Introduction to Baidu Search Scraper

This document provides information about the API endpoints, supported environments, and available GET parameters for the NetNut's Baidu Scraper API. The API allows you to retrieve search engine results pages (SERPs) from Baidu.

Authentication

To access the NetNut API, you must provide basic authentication credentials using the username and password provided by NetNut. Include these credentials in the HTTP request headers as follows:

Authorization: Basic base64(username:password)

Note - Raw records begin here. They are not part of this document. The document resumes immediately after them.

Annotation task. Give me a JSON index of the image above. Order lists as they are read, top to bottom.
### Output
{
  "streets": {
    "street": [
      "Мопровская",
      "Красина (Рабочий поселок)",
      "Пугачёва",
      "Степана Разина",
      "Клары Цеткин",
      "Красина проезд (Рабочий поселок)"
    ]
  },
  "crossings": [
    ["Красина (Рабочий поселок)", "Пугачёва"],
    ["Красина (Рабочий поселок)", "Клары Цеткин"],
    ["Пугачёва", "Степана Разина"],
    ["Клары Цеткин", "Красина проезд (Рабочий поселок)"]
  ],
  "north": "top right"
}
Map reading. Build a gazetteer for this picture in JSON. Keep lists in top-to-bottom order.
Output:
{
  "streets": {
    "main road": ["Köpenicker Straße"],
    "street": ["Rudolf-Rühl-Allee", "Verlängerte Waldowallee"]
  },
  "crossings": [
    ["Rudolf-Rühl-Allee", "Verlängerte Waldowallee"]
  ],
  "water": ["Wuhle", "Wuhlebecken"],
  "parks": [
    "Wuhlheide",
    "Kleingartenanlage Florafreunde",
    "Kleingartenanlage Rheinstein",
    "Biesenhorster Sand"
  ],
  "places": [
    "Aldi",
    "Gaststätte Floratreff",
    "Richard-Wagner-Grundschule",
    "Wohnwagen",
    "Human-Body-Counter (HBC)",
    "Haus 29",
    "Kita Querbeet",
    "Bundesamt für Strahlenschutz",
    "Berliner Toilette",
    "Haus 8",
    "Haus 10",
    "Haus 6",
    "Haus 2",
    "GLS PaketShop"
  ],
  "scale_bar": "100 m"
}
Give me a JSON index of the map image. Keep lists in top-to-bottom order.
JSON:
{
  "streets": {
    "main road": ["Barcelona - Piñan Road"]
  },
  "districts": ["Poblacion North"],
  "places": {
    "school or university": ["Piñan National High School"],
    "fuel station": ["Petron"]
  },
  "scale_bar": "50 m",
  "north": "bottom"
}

Where base64(username:password) is the Base64-encoded string of your username and password concatenated with a colon (:) separator.

Environments

Base URL: https://serp-api.netnut.io Endpoint: /search/get-html?

The following parameters are supported when retrieving Baidu SERPs via the API. To target Baidu specifically, you must include the parameter siteType=baidu in your request.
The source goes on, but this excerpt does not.